╭─ Materials provided
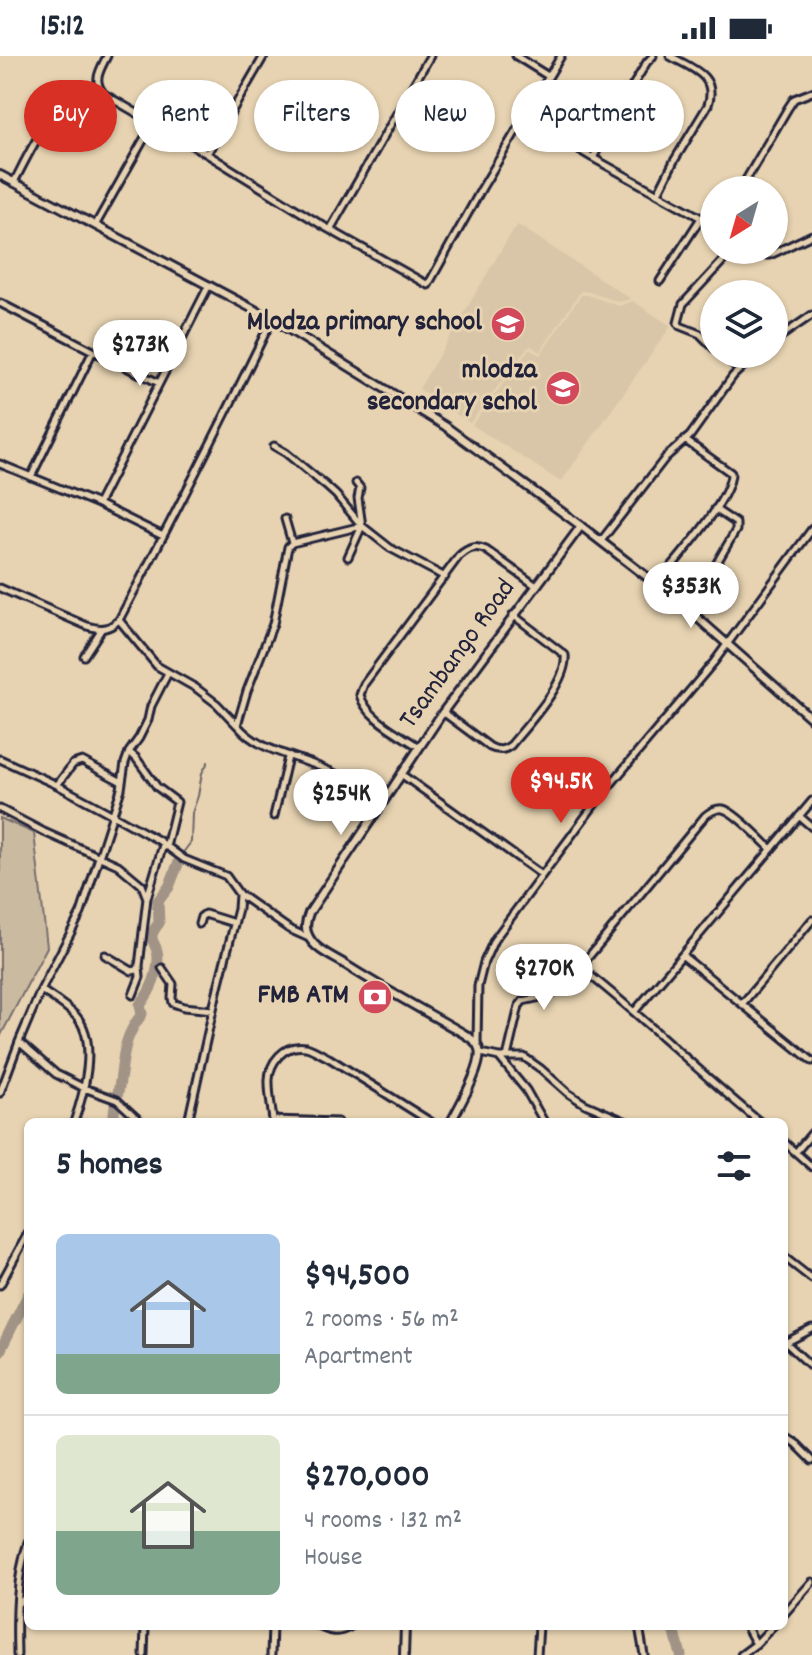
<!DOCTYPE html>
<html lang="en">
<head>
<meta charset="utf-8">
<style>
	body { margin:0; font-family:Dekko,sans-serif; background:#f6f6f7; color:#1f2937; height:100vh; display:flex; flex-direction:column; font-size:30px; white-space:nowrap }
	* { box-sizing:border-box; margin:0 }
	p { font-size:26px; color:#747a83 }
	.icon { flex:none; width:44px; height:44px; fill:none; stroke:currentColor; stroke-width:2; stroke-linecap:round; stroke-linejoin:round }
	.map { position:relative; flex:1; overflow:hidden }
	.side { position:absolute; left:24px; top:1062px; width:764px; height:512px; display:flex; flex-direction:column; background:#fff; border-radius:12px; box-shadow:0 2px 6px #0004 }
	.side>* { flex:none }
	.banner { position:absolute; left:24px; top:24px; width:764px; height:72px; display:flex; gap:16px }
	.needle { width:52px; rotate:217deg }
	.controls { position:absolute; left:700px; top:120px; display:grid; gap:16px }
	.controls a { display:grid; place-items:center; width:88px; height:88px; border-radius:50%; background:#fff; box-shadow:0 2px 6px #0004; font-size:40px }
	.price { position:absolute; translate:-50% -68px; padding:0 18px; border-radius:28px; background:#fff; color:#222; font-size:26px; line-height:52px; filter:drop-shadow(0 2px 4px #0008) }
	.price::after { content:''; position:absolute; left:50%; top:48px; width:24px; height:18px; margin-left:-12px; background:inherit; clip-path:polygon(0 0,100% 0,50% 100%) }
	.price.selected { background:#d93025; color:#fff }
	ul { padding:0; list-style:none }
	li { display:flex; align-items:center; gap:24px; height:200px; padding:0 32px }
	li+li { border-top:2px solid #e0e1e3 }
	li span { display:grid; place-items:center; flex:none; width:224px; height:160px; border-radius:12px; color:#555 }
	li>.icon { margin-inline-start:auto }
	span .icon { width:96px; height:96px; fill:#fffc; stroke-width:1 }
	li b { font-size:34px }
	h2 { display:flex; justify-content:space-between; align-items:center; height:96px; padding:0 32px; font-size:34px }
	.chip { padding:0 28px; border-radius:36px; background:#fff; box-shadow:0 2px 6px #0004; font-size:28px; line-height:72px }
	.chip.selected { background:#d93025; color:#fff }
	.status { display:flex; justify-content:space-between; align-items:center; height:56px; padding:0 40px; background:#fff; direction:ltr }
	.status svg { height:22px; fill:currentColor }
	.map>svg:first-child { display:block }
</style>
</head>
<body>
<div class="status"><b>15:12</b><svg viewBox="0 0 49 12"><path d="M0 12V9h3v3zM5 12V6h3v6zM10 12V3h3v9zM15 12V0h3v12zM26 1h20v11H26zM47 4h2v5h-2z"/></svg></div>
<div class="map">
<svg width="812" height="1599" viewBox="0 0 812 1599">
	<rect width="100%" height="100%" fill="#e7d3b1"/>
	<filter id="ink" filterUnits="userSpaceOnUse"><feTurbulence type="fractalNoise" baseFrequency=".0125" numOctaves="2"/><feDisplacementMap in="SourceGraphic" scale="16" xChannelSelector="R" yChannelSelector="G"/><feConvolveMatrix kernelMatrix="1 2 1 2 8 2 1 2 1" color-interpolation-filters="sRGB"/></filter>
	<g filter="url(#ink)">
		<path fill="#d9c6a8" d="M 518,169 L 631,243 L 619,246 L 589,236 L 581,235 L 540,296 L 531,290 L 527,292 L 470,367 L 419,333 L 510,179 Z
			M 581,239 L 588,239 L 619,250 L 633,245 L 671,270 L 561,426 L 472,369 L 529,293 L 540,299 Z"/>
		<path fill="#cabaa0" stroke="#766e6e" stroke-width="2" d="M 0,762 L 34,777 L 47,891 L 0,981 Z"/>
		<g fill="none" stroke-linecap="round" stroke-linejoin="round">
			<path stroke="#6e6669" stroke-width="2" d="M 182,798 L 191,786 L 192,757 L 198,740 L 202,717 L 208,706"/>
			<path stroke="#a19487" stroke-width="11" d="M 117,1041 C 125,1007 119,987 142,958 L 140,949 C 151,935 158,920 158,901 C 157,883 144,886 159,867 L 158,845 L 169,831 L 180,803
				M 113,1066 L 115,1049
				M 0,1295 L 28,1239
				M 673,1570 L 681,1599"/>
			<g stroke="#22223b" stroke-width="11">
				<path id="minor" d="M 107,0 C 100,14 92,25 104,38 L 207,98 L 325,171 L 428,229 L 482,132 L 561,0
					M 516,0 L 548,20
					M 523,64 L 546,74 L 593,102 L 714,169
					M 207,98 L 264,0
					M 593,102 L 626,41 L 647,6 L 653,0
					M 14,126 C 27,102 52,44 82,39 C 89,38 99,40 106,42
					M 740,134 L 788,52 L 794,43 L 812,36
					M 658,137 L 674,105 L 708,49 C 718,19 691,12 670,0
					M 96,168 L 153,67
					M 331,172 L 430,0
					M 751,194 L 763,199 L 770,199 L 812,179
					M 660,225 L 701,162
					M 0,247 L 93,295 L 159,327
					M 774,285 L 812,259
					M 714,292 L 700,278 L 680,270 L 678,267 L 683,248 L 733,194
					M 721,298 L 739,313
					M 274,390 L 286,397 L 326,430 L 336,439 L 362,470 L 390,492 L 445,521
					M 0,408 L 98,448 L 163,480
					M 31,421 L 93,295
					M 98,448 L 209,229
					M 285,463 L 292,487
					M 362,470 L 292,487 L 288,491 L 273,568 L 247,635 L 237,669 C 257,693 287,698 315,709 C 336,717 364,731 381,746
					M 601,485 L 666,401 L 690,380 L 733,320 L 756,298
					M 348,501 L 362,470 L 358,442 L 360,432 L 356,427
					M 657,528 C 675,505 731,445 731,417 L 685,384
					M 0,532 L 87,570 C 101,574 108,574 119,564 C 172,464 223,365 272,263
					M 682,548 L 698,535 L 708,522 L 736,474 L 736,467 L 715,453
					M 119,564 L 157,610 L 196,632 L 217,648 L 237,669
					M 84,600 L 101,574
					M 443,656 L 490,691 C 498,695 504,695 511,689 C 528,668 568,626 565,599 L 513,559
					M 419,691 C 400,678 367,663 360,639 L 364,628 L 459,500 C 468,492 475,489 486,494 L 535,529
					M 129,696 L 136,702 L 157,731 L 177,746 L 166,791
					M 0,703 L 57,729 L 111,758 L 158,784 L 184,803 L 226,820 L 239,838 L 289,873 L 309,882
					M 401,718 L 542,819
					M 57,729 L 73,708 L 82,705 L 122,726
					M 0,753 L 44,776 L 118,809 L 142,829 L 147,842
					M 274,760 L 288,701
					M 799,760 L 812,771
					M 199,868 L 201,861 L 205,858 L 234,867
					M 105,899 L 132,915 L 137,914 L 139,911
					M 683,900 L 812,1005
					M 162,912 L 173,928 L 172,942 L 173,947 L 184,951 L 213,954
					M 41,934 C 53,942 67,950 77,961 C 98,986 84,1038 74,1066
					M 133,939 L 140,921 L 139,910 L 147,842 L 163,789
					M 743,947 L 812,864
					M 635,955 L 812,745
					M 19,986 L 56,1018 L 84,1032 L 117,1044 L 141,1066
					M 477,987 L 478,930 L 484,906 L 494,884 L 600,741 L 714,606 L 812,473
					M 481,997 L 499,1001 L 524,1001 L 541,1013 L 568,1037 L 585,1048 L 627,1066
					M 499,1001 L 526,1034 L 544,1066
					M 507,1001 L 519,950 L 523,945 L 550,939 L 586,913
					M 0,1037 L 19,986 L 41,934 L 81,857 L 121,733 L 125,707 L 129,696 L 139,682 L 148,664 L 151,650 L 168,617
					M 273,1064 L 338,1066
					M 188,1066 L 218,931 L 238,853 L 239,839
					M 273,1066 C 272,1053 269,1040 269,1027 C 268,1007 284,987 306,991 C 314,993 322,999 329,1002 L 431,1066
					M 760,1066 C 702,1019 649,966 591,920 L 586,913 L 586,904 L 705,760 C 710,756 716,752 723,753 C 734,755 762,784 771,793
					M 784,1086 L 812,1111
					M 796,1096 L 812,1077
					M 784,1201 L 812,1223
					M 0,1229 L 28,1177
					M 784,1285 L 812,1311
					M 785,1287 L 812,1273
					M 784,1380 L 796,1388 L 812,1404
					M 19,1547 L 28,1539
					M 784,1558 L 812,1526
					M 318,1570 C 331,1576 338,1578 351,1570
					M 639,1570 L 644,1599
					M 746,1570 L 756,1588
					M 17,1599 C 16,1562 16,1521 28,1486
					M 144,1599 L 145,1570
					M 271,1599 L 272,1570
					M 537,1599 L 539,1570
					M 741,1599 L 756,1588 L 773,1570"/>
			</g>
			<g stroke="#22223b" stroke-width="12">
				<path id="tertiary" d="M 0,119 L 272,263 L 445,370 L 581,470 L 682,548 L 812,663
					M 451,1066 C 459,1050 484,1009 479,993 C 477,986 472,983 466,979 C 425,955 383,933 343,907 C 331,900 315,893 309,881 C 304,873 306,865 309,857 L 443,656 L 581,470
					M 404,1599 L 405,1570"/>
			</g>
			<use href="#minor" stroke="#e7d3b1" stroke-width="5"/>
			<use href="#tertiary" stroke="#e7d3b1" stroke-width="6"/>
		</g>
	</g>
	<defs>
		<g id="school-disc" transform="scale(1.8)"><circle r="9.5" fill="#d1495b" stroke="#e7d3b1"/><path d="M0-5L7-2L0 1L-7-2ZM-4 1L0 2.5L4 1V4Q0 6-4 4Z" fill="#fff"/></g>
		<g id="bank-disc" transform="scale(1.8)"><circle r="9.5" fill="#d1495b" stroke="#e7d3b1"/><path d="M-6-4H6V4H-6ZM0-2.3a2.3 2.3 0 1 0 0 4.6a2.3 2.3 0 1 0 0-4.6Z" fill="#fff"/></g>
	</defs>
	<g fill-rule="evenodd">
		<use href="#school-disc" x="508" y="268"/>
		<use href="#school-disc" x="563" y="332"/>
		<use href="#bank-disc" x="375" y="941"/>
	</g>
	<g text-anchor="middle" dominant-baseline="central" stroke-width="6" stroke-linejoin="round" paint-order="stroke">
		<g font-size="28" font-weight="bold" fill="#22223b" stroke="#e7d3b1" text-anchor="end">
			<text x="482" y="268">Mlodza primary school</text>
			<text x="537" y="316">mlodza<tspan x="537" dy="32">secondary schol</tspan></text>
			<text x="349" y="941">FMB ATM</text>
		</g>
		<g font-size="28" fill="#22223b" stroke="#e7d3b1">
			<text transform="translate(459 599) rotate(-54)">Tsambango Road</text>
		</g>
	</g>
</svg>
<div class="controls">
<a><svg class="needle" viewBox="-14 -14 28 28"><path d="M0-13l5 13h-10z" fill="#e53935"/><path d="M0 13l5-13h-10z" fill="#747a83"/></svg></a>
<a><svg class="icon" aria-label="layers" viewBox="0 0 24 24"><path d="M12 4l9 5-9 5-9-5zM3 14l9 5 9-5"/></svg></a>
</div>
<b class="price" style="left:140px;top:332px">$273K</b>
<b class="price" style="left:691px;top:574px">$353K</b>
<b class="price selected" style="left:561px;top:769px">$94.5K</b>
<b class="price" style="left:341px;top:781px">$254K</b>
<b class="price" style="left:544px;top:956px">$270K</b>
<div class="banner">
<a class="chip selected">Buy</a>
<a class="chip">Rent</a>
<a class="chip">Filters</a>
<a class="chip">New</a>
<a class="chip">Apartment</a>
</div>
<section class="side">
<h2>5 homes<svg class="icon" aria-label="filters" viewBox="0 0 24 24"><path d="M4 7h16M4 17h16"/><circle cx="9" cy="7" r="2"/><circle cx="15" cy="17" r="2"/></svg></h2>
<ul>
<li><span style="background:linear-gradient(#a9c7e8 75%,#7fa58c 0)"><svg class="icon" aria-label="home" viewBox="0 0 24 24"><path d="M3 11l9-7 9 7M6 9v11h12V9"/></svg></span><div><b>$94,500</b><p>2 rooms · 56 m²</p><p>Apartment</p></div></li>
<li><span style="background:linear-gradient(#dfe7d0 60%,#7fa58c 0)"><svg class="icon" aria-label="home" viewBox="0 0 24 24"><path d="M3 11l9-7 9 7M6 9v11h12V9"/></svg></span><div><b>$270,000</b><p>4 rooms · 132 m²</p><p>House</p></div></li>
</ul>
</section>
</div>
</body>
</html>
╰─
* **Activity**: Quote, exactly and only, the lines from the first line of the data above through the line containing "position:relative; flex:1; overflow:hidden". The pictures do not belong in it.

* **Task answer**:
<!DOCTYPE html>
<html lang="en">
<head>
<meta charset="utf-8">
<style>
	body { margin:0; font-family:Dekko,sans-serif; background:#f6f6f7; color:#1f2937; height:100vh; display:flex; flex-direction:column; font-size:30px; white-space:nowrap }
	* { box-sizing:border-box; margin:0 }
	p { font-size:26px; color:#747a83 }
	.icon { flex:none; width:44px; height:44px; fill:none; stroke:currentColor; stroke-width:2; stroke-linecap:round; stroke-linejoin:round }
	.map { position:relative; flex:1; overflow:hidden }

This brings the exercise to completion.